Comprehensive field studies were carried out in Russia in the latter part of the nineteenth century by Dokuchaev (Trav Soc Nat St Petersb 10:64–67 (in Russian), 1879; Russian Chernozems (Russkii Chernozems). Israel Prog Sci Trans, Jerusalem, 1967. Translated from Russian by N. Kaner. Available from U.S. Department of Commerce, Springfield, 1883) and his followers who described the occurrence of different kinds of soils thoroughly using soil morphological and environmental features. They noticed that different environmental conditions were responsible for the development of different kinds of soils. Dokuchaev pointed out close relationship of soil properties with climate and vegetation of Russia.

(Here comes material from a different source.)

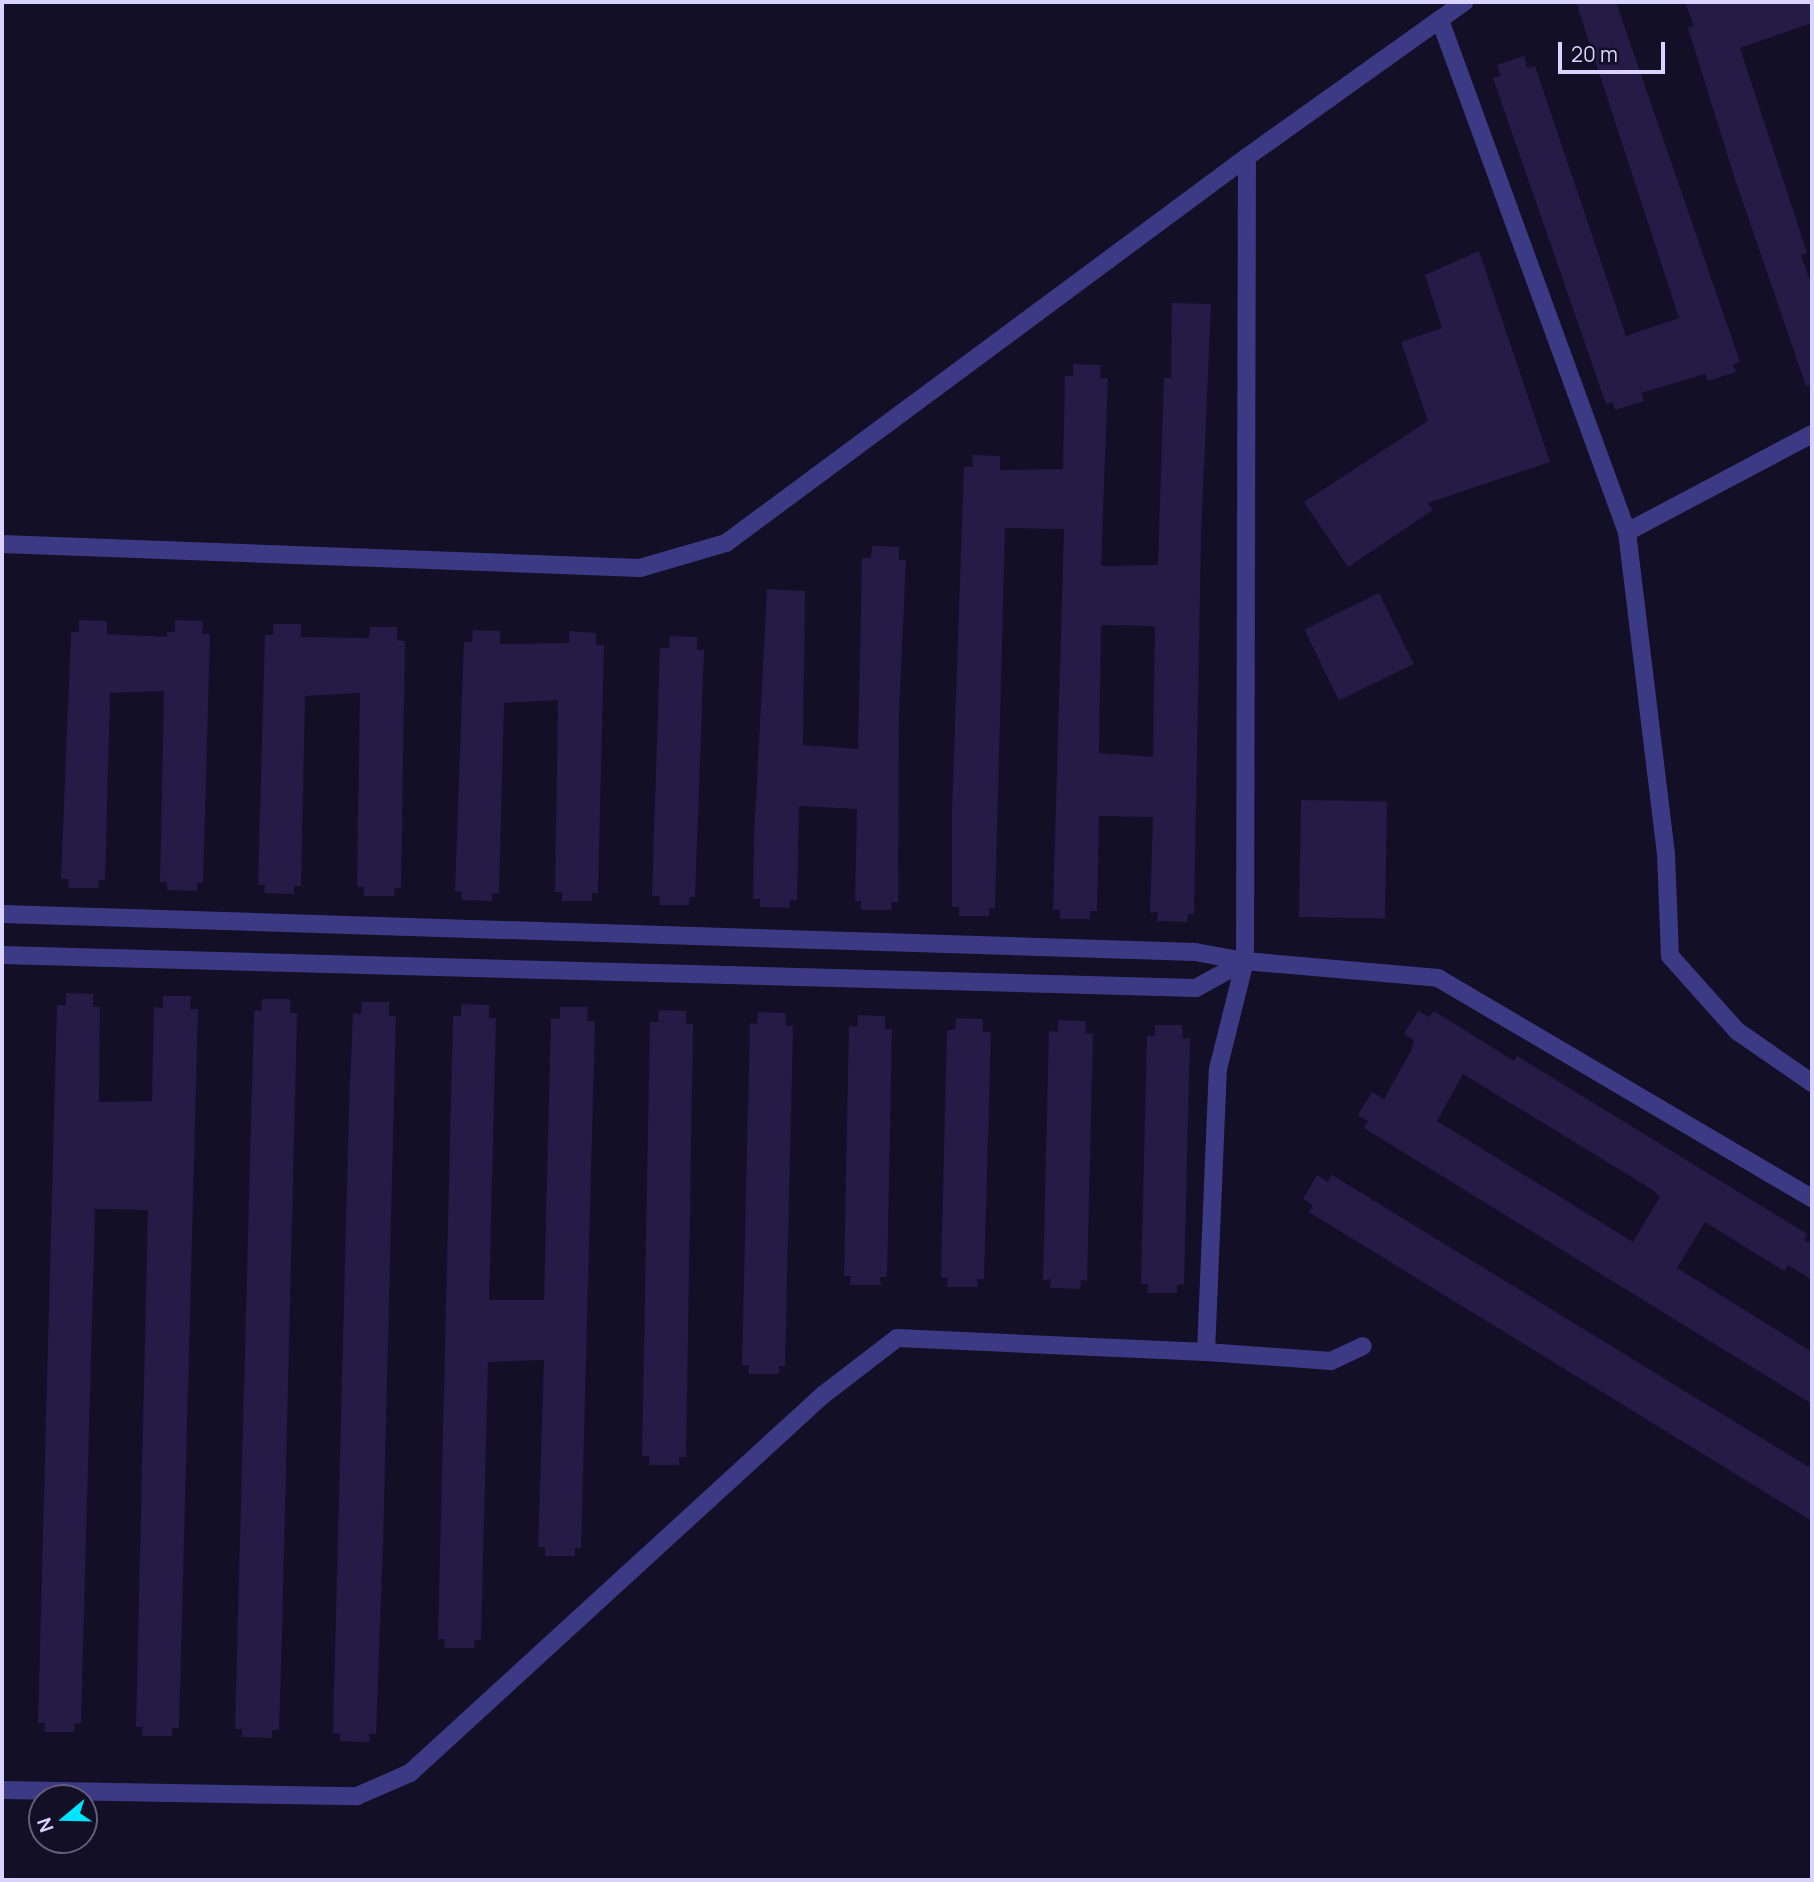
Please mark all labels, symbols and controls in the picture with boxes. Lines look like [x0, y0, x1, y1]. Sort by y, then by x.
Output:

In the United States, Hilgard (Weather Bull 3: 1–59, 1892) also emphasized the relationship between soil properties and climate. Latter, Jenny (Factors of soil formation a system of quantitative pedology. McGraw-Hill Book Company Inc., New York, 1941) explained that any soil property is the function of five soil-forming factors such as climate, organism, relief, parent material, and time. Meanwhile, it was also established that the soil is a three-dimensional body. The vertical dimension which represents the soil profile is differentiated into several horizons by pedogenic processes. There are some basic and some specific soil-forming processes. Simonson (Soil Sci Soc Am Proc 23:152–156, 1959) stressed that many genetic processes are simultaneously and/or sequentially active in the genesis of a soil.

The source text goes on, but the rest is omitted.